Last year, when Matt Chambas and Alvin Stillman built the chicken coop that we washed with Bleu de Lectoure, I had a vision of 3 or 4 hens pecking lazily around their own square in the potager carré. One year on, and after a volunteer gang helped to fence in the heritage orchard, we are holding at a dozen hens (with half in egg production at any given time), one Black Gascon Coq, a pair of Rouen Clair ducks and their three summer offspring. Some days I think about a couple pigs for next spring lounging in a straw bale hut or a pair of black-eyed lambs grazing the parc over the summer. I think that there is plenty of land to work in a small yet concise way. This morning while listening to the twittering birds, @hyperlocavore tweeted this video about organic farmers Bette & Dale on their intensely farmed 1-1/2 acres. I got distracted, very distracted.
The Kitchen at Camont’s two-and half acres ramble along the Canal de Garonne, with the farmhouse and barn sitting in the middle like the knot in a fat bowtie separating the domesticated side of parc, potager, and basse-cour from the “where the wild things hide” side of wooded spring and shady stream.
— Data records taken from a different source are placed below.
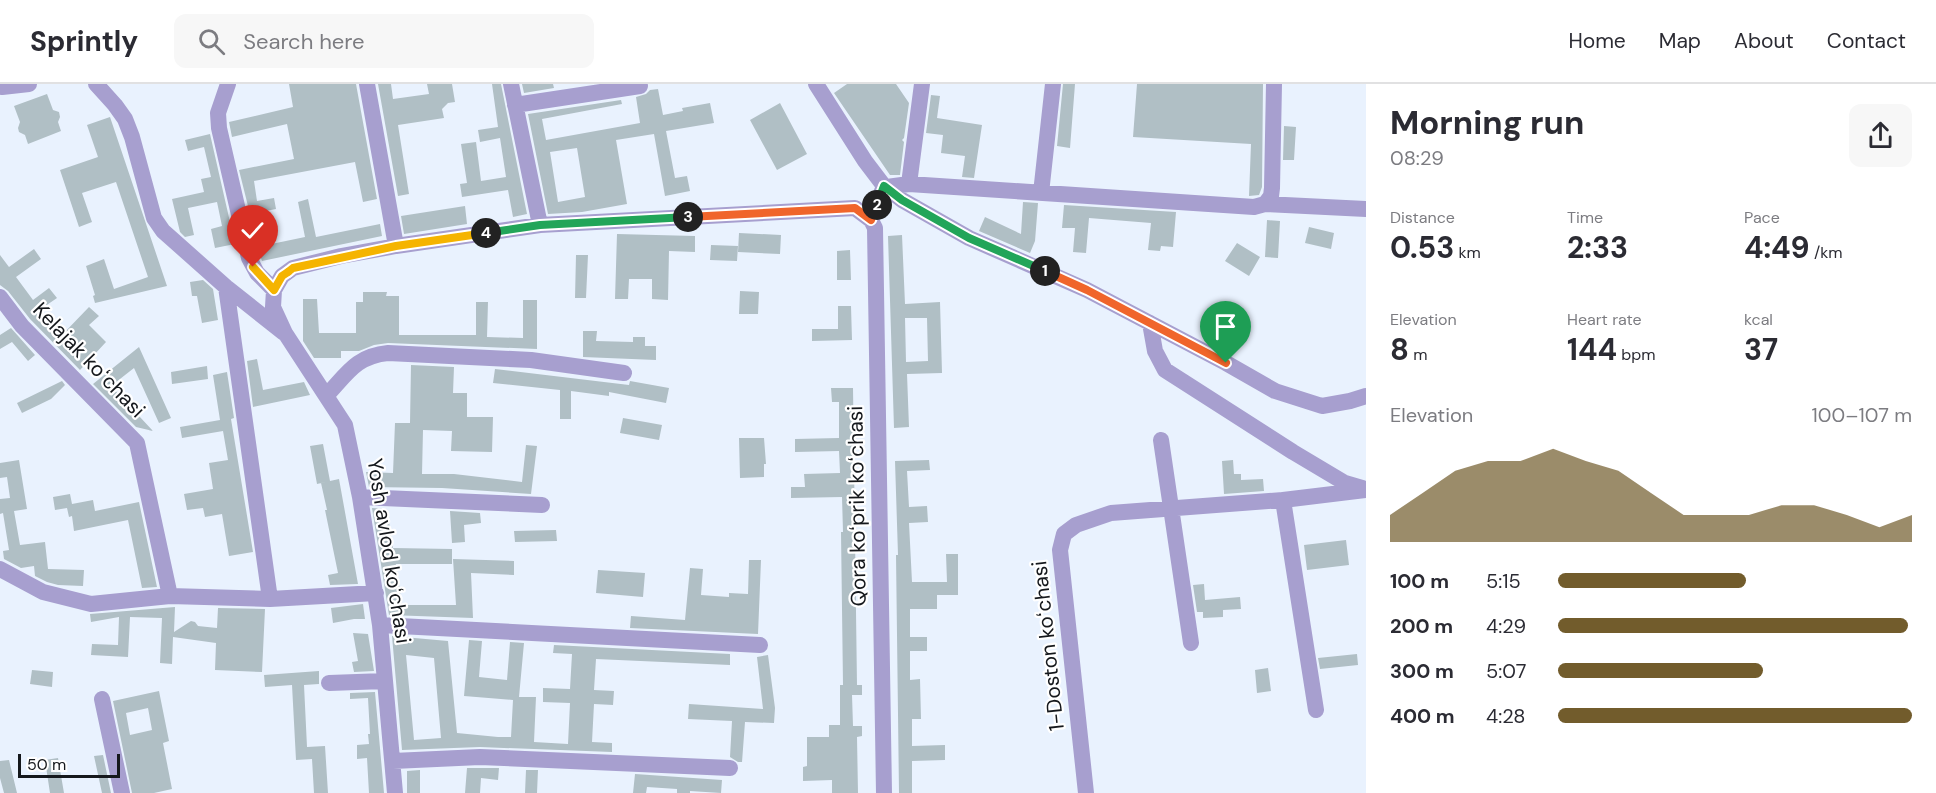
<!DOCTYPE html>
<html lang="en">
<head>
<meta charset="utf-8">
<style>
  :root { --surface:#fff; --page:#f7f7f7; --text:#2b2b33; --muted:#7c7c81; --line:#e1e1e2; --accent:#725c2c }
  body { margin:0; font-family:"DM Sans",sans-serif; background:var(--page); color:var(--text); height:100vh; display:flex; flex-direction:column; font-size:22px; white-space:nowrap }
  * { box-sizing:border-box; margin:0 }
  p { font-size:20px; color:var(--muted) }
  .icon { flex:none; width:33px; height:33px; fill:none; stroke:currentColor; stroke-width:2; stroke-linecap:round; stroke-linejoin:round }
  .map { position:relative; flex:1; overflow:hidden }
  .panel { display:flex; flex-direction:column; background:var(--surface); width:570px }
  .panel>* { flex:none }
  .scale { position:absolute; left:18px; bottom:15px; width:102px; box-sizing:border-box; padding-left:6px; border:3px solid #15181c; border-top:0; font-size:16px; line-height:21px; white-space:nowrap; color:#15181c; -webkit-text-stroke:4px #fff; paint-order:stroke }
  .pin { position:absolute; display:grid; place-items:center; width:51px; height:51px; color:#fff; margin:-62px -26px; border-radius:50% 50% 50% 0; rotate:-45deg; box-shadow:0 0 6px #0007 }
  .pin .icon { rotate:45deg }
  .km { position:absolute; width:30px; height:30px; margin:-15px; border-radius:50%; background:#222; color:#fff; font-size:16px; line-height:30px; text-align:center }
  .round { display:grid; place-items:center; flex:none; width:63px; height:63px; border-radius:12px; background:var(--page) }
  .head { display:flex; align-items:center; justify-content:space-between; height:102px; padding:0 24px }
  h1 { font-size:33px; font-weight:700; line-height:45px }
  .figures { display:grid; grid-template-columns:repeat(3,1fr); gap:9px; height:102px; padding:6px 24px }
  .figures div { display:grid; align-content:center }
  .figures b { font-size:30px; font-weight:700 }
  .figures small { font-size:16px; font-weight:400 }
  .figures p { font-size:16px }
  .chart { height:168px; padding:12px 24px }
  .chart p { display:flex; justify-content:space-between }
  .chart svg { width:100%; height:108px; margin-top:6px; fill:var(--accent); opacity:.7 }
  ul { padding:0 24px; list-style:none; font-size:20px }
  li { display:grid; grid-template-columns:96px 72px 1fr; align-items:center; height:45px }
  li i { height:15px; border-radius:8px; background:var(--accent) }
  header { display:flex; align-items:center; gap:36px; box-sizing:border-box; height:84px; padding:0 30px; background:var(--surface); border-bottom:2px solid var(--line) }
  header strong { font-size:28px }
  nav { display:flex; gap:33px; margin-inline-start:auto; font-size:21px }
  .search { width:420px; height:54px; background:var(--page); display:flex; align-items:center; gap:15px; box-sizing:border-box; padding:0 21px; border-radius:12px; color:var(--muted); font-size:22px }
  main { display:flex; flex:1; min-height:0 }
  .map>svg:first-child { display:block }
  .building { fill:#b0bfc5; fill-rule:evenodd }
  .lines { fill:none; stroke-linecap:round; stroke-linejoin:round }
  .minor { stroke:#a79fcf; stroke-width:16 }
  .split-1-casing { stroke:#fff; stroke-width:12 }
  .split-2-casing { stroke:#fff; stroke-width:12 }
  .split-3-casing { stroke:#fff; stroke-width:12 }
  .split-4-casing { stroke:#fff; stroke-width:12 }
  .split-5-casing { stroke:#fff; stroke-width:12 }
  .split-6-casing { stroke:#fff; stroke-width:12 }
  .split-1 { stroke:#f0652b; stroke-width:8 }
  .split-2 { stroke:#22a559; stroke-width:8 }
  .split-3 { stroke:#f0652b; stroke-width:8 }
  .split-4 { stroke:#22a559; stroke-width:8 }
  .split-5 { stroke:#f5b400; stroke-width:8 }
  .split-6 { stroke:#f5b400; stroke-width:8 }
  .labels { text-anchor:middle; stroke-width:4.5; stroke-linejoin:round; paint-order:stroke }
  .street-label { font-size:21px; fill:#15181c; stroke:#fff }
</style>
</head>
<body>
<header>
<strong>Sprintly</strong>
<div class="search"><svg class="icon" aria-label="search" viewBox="0 0 24 24"><circle cx="10" cy="10" r="6"/><path d="M15 15l6 6"/></svg>Search here</div>
<nav><a>Home</a><a>Map</a><a>About</a><a>Contact</a></nav>
</header>
<main>
<div class="map">
<svg width="1366" height="709" viewBox="0 0 1366 709">
  <rect width="100%" height="100%" fill="#e9f2fe"/>
  <path class="building" d="M289,0H356L377,115L363,118L355,78L254,97L257,117L274,114L276,125L250,130L239,86L294,75L287,40L232,53L229,38L293,23Z
    M378,0H391L393,15L429,10L427,0H452L455,18L448,19L442,25L444,34L398,41L409,110L398,112Z
    M492,0H501L527,130L513,133L508,106L462,113L460,100L467,99L461,60L476,58L481,97L506,93L500,54L480,58L478,46L498,43Z
    M522,0H553L554,4L524,9Z
    M847,0H896L909,19L904,54L902,56L904,58L900,91H890L834,9Z
    M1063,0H1075L1070,64L1057,62Z
    M1137,0H1263L1262,103L1259,111L1249,112L1251,60L1133,53Z
    M658,5L663,31L683,27L682,24L710,19L714,39L666,47L675,94L687,92L690,107L665,112L654,50L616,56L627,120L582,128L548,130L528,30L621,16L622,20L542,35L546,56L640,39L636,13L646,10L650,6ZM577,64L585,113L558,118L550,68Z
    M47,10L53,26L59,28L60,33L58,38L61,47L28,60L25,51L19,48L18,44L20,38L14,22Z
    M931,11L940,12L937,34L982,41L974,94L962,93L965,72L941,69L943,51L926,49Z
    M780,19L807,70L777,86L750,36Z
    M110,33L167,202L95,219L93,212L95,211L86,182L104,175L114,205L148,193L116,98L82,109L92,138L79,143L60,86L98,73L87,41Z
    M1284,42L1296,43L1294,76H1283Z
    M210,50L235,160L215,164L211,145L222,142L217,118L188,124L194,151L185,153L180,148L172,115L204,108L201,95L211,93L204,63L188,67L185,56Z
    M308,115L316,153L380,140L382,152L262,177L257,163L305,153L298,118Z
    M1023,118L1038,119L1035,157L1030,169L979,147L985,133L1021,150Z
    M1064,121L1176,128L1173,163L1161,162L1160,167L1148,166L1151,139L1089,134L1086,169L1073,168L1075,144H1062Z
    M465,122L467,140L404,150L401,132Z
    M1267,136L1280,137L1278,174L1265,173Z
    M1309,143L1334,149L1331,165L1305,159Z
    M739,149L781,151L780,170L738,168Z
    M617,150L695,152V168L669,167L668,216L652,215V195H629L628,215H615Z
    M902,151L905,220L940,218L942,289L907,290L909,343L894,344L888,152ZM905,234H927L928,277L906,278Z
    M1237,159L1260,173L1249,192L1225,177Z
    M711,161L738,162L737,177L710,176Z
    M34,165L41,175L16,193L33,216L49,204L57,214L38,227L62,251L89,223L99,232L89,241L106,258L80,286L30,235L8,207L0,201V171L9,183Z
    M850,166L851,196H837V167Z
    M576,171H588L586,214H575Z
    M203,196L213,205L218,236L202,239L197,212H192L190,198Z
    M740,207L759,208L758,230H739Z
    M363,208H387L386,212H399V251H476V218H488L487,253L523,254V216H537V265L388,259L374,261L359,267H341V274H314L303,257V215H317L319,249H356V218H363Z
    M838,222H851L852,256L812,257V245H838Z
    M11,244L35,271L28,277L12,258L0,265V251Z
    M583,247H597L596,257L633,258V253H645V262H656V276L583,273Z
    M139,263L171,334L159,339L134,284L111,302L153,347L136,343L93,300Z
    M257,275L263,306L304,298L310,311L253,323L247,277Z
    M411,281L454,283L453,309H467V333H493L492,368L451,367L452,347L423,346L422,390H454L522,398L526,361L537,362L531,410L442,404L369,403L366,388L393,389L395,339H410Z
    M207,282L208,295L172,300L171,288Z
    M495,285L629,301L630,297L669,304L666,319L609,308V312L571,307V335H560V306L493,299Z
    M227,288L234,334L231,335L253,468L229,472L222,430L205,433L203,424L187,426L184,410L213,405L209,379L228,376L223,347L182,354L180,343L220,336L213,291Z
    M62,297L65,301L51,315L22,329L17,319Z
    M831,304H853L857,601H862V611H852L853,642H862V652L857,653L858,709H832V696L803,697V683L807,682V653H829V641H840V601H843L841,448H843L842,413L791,414V403H805L804,390L840,389L839,367L795,368V355L839,354V318H832Z
    M623,334L662,341L659,356L620,349Z
    M739,354H764L766,380H764V393L740,394Z
    M323,360L330,397L317,400L310,362Z
    M19,376L27,425L14,427L20,461L45,458L48,485L84,486L83,502L58,501L47,498L35,492L34,482L21,484L4,475L3,467L9,466L3,429L0,430V415L10,414L7,393L0,394V379Z
    M929,376L930,386L907,387L909,423L927,422L928,438L909,439L912,498H947L946,470H958V511H937V525H910V553H927V567H910V596L920,595L921,635H912V662L945,661V676L912,677V709H899L896,471H898L895,377Z
    M1233,376L1234,390H1241V396L1263,395L1264,407L1224,410L1222,377Z
    M339,395L358,500L330,501L328,491L338,489L325,426H327L321,399Z
    M70,410L72,420L93,416L95,427L139,418L157,503L142,504L128,436L74,447L72,432L69,433L67,424L55,426L53,413Z
    M372,424L387,425L393,464L452,465V480H396L402,521H456L453,475L514,477V491L471,489L473,534L389,531Z
    M450,427L480,429L481,439L464,441L465,458L452,459Z
    M556,446L557,457L515,458L514,447Z
    M1346,456L1349,481L1307,486L1304,461Z
    M749,476H761L758,550L630,544L631,532L685,536L690,484L703,485L701,511L729,513V509L748,510Z
    M598,486L645,489L643,513L596,509Z
    M1204,500L1205,516L1240,513L1241,525L1223,526V533L1203,534V528H1197L1193,501Z
    M363,520L365,535H354L333,539L331,524Z
    M175,523L174,548L191,537L195,538L198,542L217,544L218,524L265,525L262,588L215,586L216,559L173,553L172,580L160,579L162,534L130,533L128,573L91,571L92,560L118,561L119,533L91,538L90,530Z
    M353,549L368,550L374,587L354,588L352,578L358,577Z
    M392,552L448,557L457,649L498,653H511L513,616L464,612L469,556L482,557L479,593L507,596L510,558L524,559L519,613H536L534,658L568,660L570,619L543,618V604L570,605L572,570L553,569L554,561L730,570V581L596,575L594,606L614,607L613,621L594,620L592,658L612,659V668L480,663L402,666ZM406,571L434,574L441,654L414,656Z
    M1357,570L1358,581L1320,585L1318,574Z
    M768,571L775,624L774,639L745,638L742,678H738L730,673L732,637L688,635L689,620L763,625L757,573Z
    M1268,584L1271,607L1257,609L1255,586Z
    M32,586L53,588L52,603L30,600Z
    M319,587V600L304,601L307,663L325,662L328,709H314L312,675L296,676L292,601L265,603L264,591Z
    M159,607L169,657L163,659L172,705L154,709H132L113,617ZM148,624L152,646L130,651L126,629Z
    M375,608L384,709H369L367,674L357,675V661L369,660L368,650H370L368,614L350,615V609Z
    M103,671L111,709H102L94,672Z
    M58,674L64,709H50L45,676Z
    M9,676L17,709H4L0,694V677Z
    M467,684H499L498,696L481,694L480,709H465Z
    M420,686V709H407V687Z
    M526,686H538L537,709H525Z
    M635,690L722,696L721,709L690,707V709H677V705L647,703L646,709H633Z"/>
  <g class="lines">
    <path class="minor" d="M96,0L115,21L125,35L132,53L154,134L163,147L226,203L284,249
      M228,0L218,29L219,44L249,174L257,189L274,206
      M367,0L396,162
      M511,0L540,141
      M816,0L865,77L884,102L902,116L969,154L1087,206L1226,279L1275,307L1322,322L1350,317L1366,312
      M2,3L29,0
      M515,21L640,2
      M909,100L922,0
      M887,103L909,100L1254,123L1265,120L1271,112L1272,104L1274,0
      M1041,109L1053,0
      M1265,120L1366,125
      M871,136L884,102
      M226,203L270,515
      M0,213L22,242L137,359L170,512
      M1150,239L1155,267L1165,286L1293,368L1345,399L1362,404
      M326,312C347,290 356,272 388,269L531,276L624,289
      M1161,356L1191,559
      M360,413L542,421
      M1283,416L1316,626
      M0,485L43,508L91,520L170,512L270,515L376,509
      M380,541L760,561
      M329,599L385,597
      M102,615L122,709
      M393,677L480,673L730,684
      M395,709L380,541L360,413L345,341L285,249L273,223L274,206L282,192L293,184L341,172L396,162L540,141L855,124L871,136L875,144L884,709
      M1086,709L1060,466L1064,450L1076,441L1111,429L1283,416L1366,406"/>
  </g>
  <g class="lines">
    <g class="split-1-casing">
      <path id="split-1" d="M1045,187L1087,206L1226,279"/>
    </g>
    <g class="split-2-casing">
      <path id="split-2" d="M877,121L884,102L902,116L969,154L1045,187"/>
    </g>
    <g class="split-3-casing">
      <path id="split-3" d="M688,133L855,124L871,136L877,121"/>
    </g>
    <g class="split-4-casing">
      <path id="split-4" d="M486,149L540,141L688,133"/>
    </g>
    <g class="split-5-casing">
      <path id="split-5" d="M288,188L293,184L396,162L486,149"/>
    </g>
    <g class="split-6-casing">
      <path id="split-6" d="M253,183L274,206L282,192L288,188"/>
    </g>
    <use href="#split-1" class="split-1"/>
    <use href="#split-2" class="split-2"/>
    <use href="#split-3" class="split-3"/>
    <use href="#split-4" class="split-4"/>
    <use href="#split-5" class="split-5"/>
    <use href="#split-6" class="split-6"/>
  </g>
  <g class="labels">
    <g class="street-label">
      <text transform="translate(89 276) rotate(46)" y="7">Kelajak koʻchasi</text>
      <text transform="translate(857 422) rotate(-91)" y="7">Qora koʻprik koʻchasi</text>
      <text transform="translate(389 467) rotate(81)" y="7">Yosh avlod koʻchasi</text>
      <text transform="translate(1048 562) rotate(-96)" y="7">1-Doston koʻchasi</text>
    </g>
  </g>
</svg>
<div class="scale">50 m</div>
<div class="pin" style="left:1226px;top:279px;background:#1e9e55"><svg class="icon" aria-label="arrive" viewBox="0 0 24 24"><path d="M6 21V4h12l-3 4 3 4H6"/></svg></div>
<div class="pin" style="left:253px;top:183px;background:#d93025"><svg class="icon" aria-label="check" viewBox="0 0 24 24"><path d="M5 12l5 5 9-10"/></svg></div>
<b class="km" style="left:1045px;top:187px">1</b>
<b class="km" style="left:877px;top:121px">2</b>
<b class="km" style="left:688px;top:133px">3</b>
<b class="km" style="left:486px;top:149px">4</b>
</div>
<section class="panel">
<div class="head"><div><h1>Morning run</h1><p>08:29</p></div><a class="round"><svg class="icon" aria-label="share" viewBox="0 0 24 24"><path d="M12 15V3M7 8l5-5 5 5M5 13v7h14v-7"/></svg></a></div>
<div class="figures">
<div><p>Distance</p><b>0.53<small> km</small></b></div>
<div><p>Time</p><b>2:33</b></div>
<div><p>Pace</p><b>4:49<small> /km</small></b></div>
</div>
<div class="figures">
<div><p>Elevation</p><b>8<small> m</small></b></div>
<div><p>Heart rate</p><b>144<small> bpm</small></b></div>
<div><p>kcal</p><b>37</b></div>
</div>
<div class="chart"><p><span>Elevation</span>100–107 m</p>
<svg viewBox="0 0 160 44" preserveAspectRatio="none"><path d="M0 44V33L10 24L20 15L30 11L40 11L50 6L60 11L70 15L80 24L90 33L100 33L110 33L120 29L130 29L140 33L150 38L160 33V44z"/></svg>
</div>
<ul>
<li><b>100 m</b>5:15<i style="width:53%"></i></li>
<li><b>200 m</b>4:29<i style="width:99%"></i></li>
<li><b>300 m</b>5:07<i style="width:58%"></i></li>
<li><b>400 m</b>4:28<i style="width:100%"></i></li>
</ul>
</section>
</main>
</body>
</html>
It’s a nice balance like wild honey and salty farm butter or a fat farm duck roasted with wild cèpes and watercress.
A golden egg custard courtesy of the working girls!
Flexibility and structure work in cooking as well. Too many fresh eggs in the Bulgarian egg bowl led to a golden-hued baked custard for lunch. No recipe needed but the kitchen experience that 5 eggs plus a liter of milk with 3 tablespoons sugar and a shot of armagnac is a magic formula= whisk in large bowl, pour into a buttered cazuela and set in the oven at a medium heat for as long as it takes to cook.
To keep the balance in check in my life, I also like to mix the wild and unplanned hazards of life in the slow lane with a cartoon outline of what’s to come. I am now ready to pump it up a notch and explore the edges of Camont’s beating heart. In an eggshell, I am looking for more eggs, metaphoric eggs that will produce delicious, golden, rich results. Anyone interested in an organic gardening/forest garden/permaculture experience and ready to trade time & experience for French room & board, please contact me here on the intern and residency page
The Golden Egg- chicken love.
These warm fall days inspire lots of things- flanning along the canal, browsing old magazines, sorting the summer pantry… but real work? No, thanks. I’ll look around and stay outside to do some garden chores.
It’s been dry since April. I know this fair weather won’t hold much longer. Rain is sure to come. The chicken coop needs some end of season love and weather proofing, so it’s off to the tool shed, hammer, nails, screws and ingenuity in hand. The best part is getting to spend an hour with the girls, clucking and clicking as they scratch, peck and lay their golden eggs.
With Julia preparing some winter crop beds, we’ll turn the flock into the potager and let them give us a hand. Should be a slugfest frenzy!